§ Exercise: Once you reach the line containing "Input: one rendered", copy it and every line after it exactly, through the end of the data below.
=== Section Start ===
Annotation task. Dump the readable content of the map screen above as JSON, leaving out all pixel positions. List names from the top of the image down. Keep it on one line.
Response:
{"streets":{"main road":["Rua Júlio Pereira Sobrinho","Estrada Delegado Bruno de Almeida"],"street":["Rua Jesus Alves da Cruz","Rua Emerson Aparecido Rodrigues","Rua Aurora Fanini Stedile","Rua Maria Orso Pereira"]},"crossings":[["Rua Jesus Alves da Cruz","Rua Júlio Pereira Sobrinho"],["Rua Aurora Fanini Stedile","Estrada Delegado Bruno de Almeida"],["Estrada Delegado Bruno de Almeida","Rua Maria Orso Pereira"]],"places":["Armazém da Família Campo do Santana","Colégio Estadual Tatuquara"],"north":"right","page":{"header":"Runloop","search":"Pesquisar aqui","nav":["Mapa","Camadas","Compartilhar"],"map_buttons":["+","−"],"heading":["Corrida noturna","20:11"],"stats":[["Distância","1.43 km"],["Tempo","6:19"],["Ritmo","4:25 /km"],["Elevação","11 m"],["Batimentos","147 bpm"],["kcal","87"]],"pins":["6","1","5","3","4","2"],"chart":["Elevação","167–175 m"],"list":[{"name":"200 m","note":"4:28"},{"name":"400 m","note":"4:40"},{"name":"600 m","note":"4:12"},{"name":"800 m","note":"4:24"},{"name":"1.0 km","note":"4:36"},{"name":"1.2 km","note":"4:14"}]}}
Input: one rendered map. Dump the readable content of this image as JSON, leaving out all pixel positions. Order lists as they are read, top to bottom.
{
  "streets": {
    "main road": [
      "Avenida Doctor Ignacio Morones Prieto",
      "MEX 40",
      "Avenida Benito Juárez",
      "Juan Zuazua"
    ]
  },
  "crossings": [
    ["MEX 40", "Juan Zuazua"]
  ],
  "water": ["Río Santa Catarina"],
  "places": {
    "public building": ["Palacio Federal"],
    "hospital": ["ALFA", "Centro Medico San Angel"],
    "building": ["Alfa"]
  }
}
=== Section End ===
§ Problem solution:
Input: one rendered map. Dump the readable content of this image as JSON, leaving out all pixel positions. Order lists as they are read, top to bottom.
{
  "streets": {
    "main road": [
      "Avenida Doctor Ignacio Morones Prieto",
      "MEX 40",
      "Avenida Benito Juárez",
      "Juan Zuazua"
    ]
  },
  "crossings": [
    ["MEX 40", "Juan Zuazua"]
  ],
  "water": ["Río Santa Catarina"],
  "places": {
    "public building": ["Palacio Federal"],
    "hospital": ["ALFA", "Centro Medico San Angel"],
    "building": ["Alfa"]
  }
}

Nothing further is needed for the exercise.